➀take Z_i=X_i-E\lbrack X_i\rbrack, for all i, then Z_i\in\lbrack a_i,b_i\rbrack and E\lbrack Z_i\rbrack=0 just holds.
P(\frac {1}{n}\cdot\sum_{i=1}^{n}(X_i-E\lbrack X_i\rbrack))=P(\frac {1}{n}\cdot\sum_{i=1}^{n}(Z_i)), then
P(\frac {1}{n}\cdot\sum_{i=1}^{n}(X_i-E\lbrack X_i\rbrack)\ge\varepsilon)=P(\frac {1}{n}\cdot\sum_{i=1}^{n}(Z_i)\ge\varepsilon)

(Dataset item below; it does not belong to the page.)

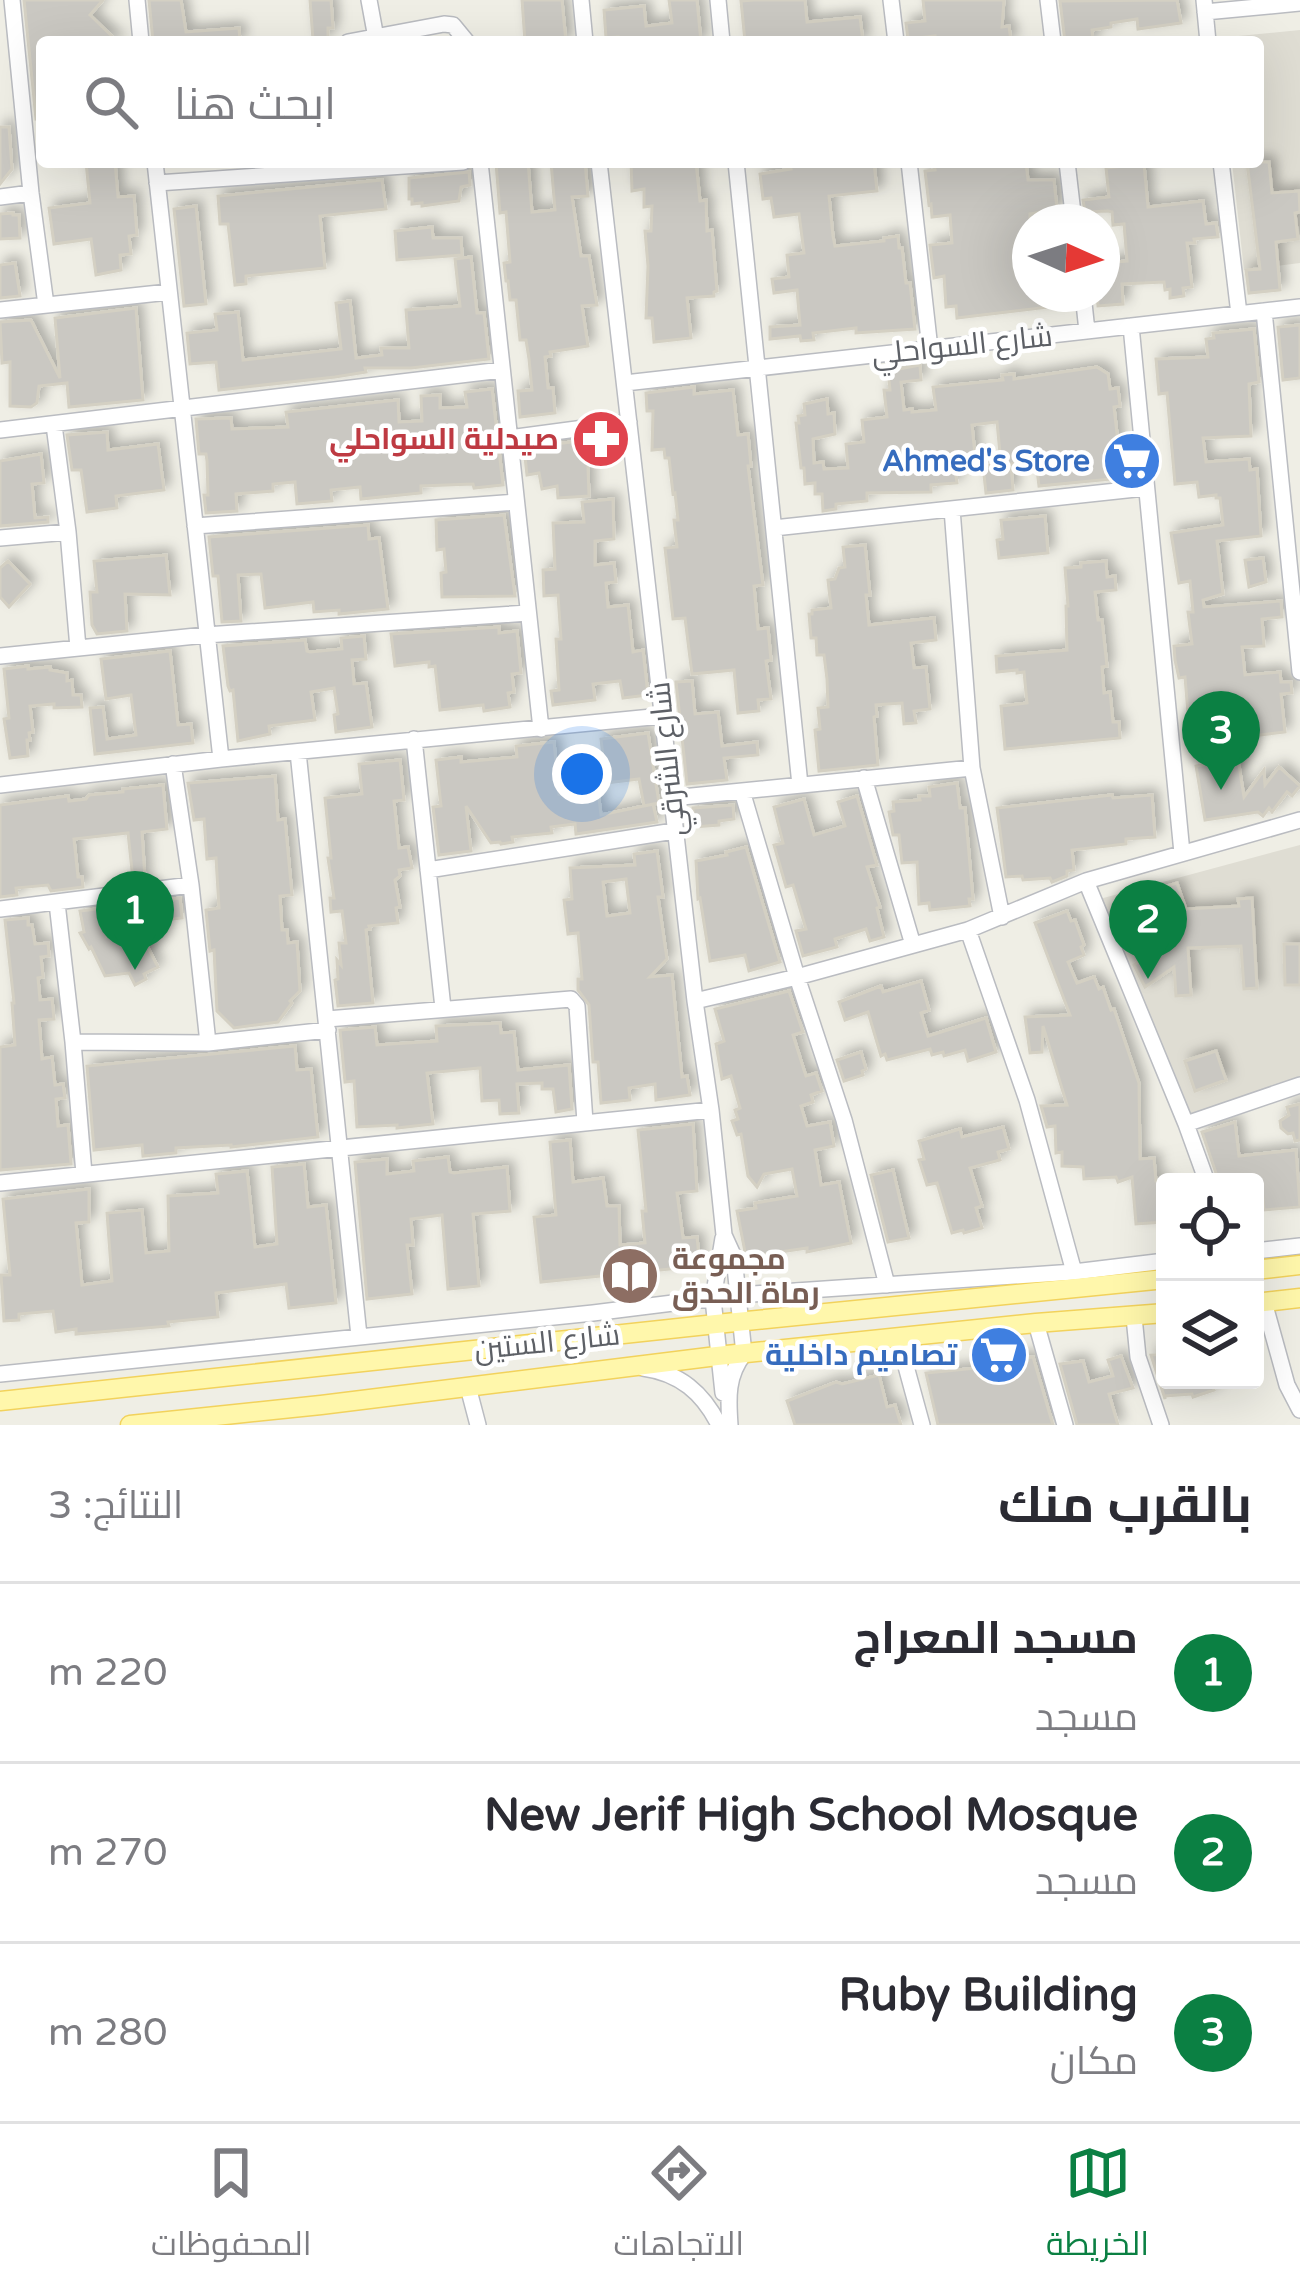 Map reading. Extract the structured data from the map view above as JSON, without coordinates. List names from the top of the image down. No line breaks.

\Rightarrow P(\sum_{i=1}^{n}(X_i-E\lbrack X_i\rbrack)\ge n\cdot\varepsilon)=P(\sum_{i=1}^{n}(Z_i)\ge n\cdot\varepsilon)
➁take t=n\cdot\varepsilon, then we have
P(\sum_{i=1}^{n}(Z_i)\ge n\cdot\varepsilon)
=P(\sum_{i=1}^{n}(Z_i)\ge t)
=P(exp(\sum_{i=1}^{n}(s\cdot Z_i))\ge exp(s\cdot t))

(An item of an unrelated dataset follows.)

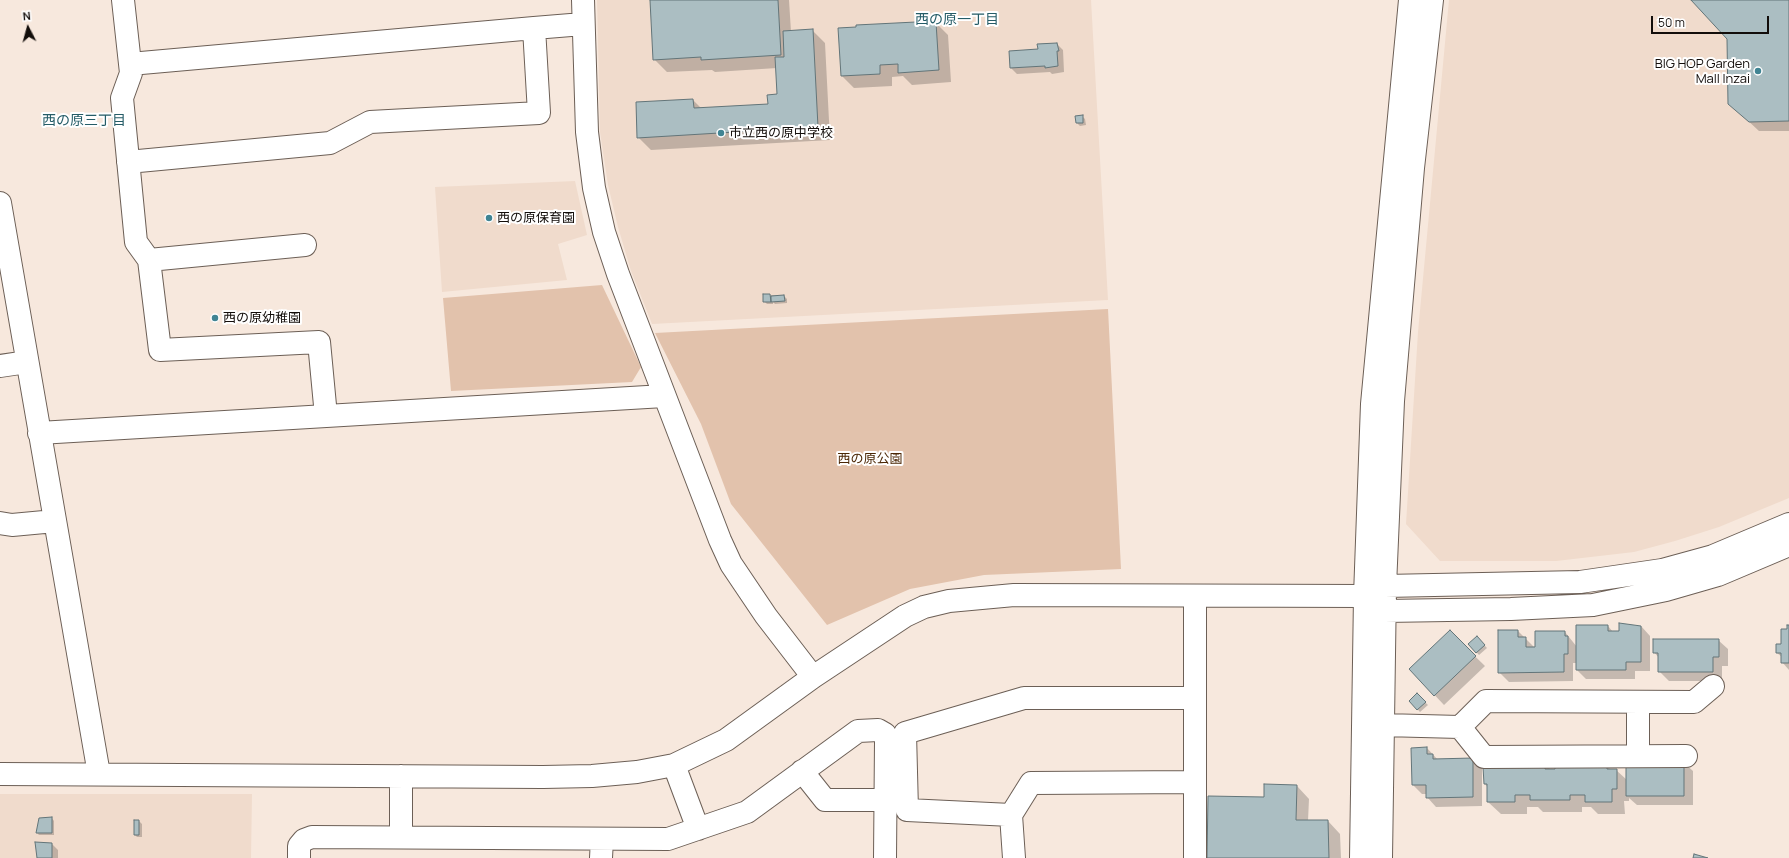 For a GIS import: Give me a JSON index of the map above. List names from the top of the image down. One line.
{"districts":["西の原一丁目","西の原三丁目"],"parks":["西の原公園"],"places":["BIG HOP Garden Mall Inzai","市立西の原中学校","西の原保育園","西の原幼稚園"],"scale_bar":"50 m","north":"top"}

\le E\lbrack (\prod_{i=1}^{n}exp(s\cdot Z_i))\rbrack\cdot exp(-s\cdot t)
=\prod_{i=1}^{n} E\lbrack exp(s\cdot Z_i)\rbrack\cdot exp(-s\cdot t)
\le exp(-s\cdot t)\cdot\prod_{i=1}^{n} exp(\frac {s^2\cdot (b_i-a_i)^2}{8})
=exp(\sum_{i=1}^{n}\frac {s^2\cdot (b_i-a_i)^2}{8}-s\cdot t)
➂it’s equivalent to find the minimum of the term, the formal procedure would be to take the first derivative with respect to s, set it to 0, solve s in terms of t, since s is a further expanded term in the proof process, we should eliminate s.
After that we find s=\frac {4\cdot t}{\sum_{i=1}^{n}(b_i-a_i)^2} is the critical point.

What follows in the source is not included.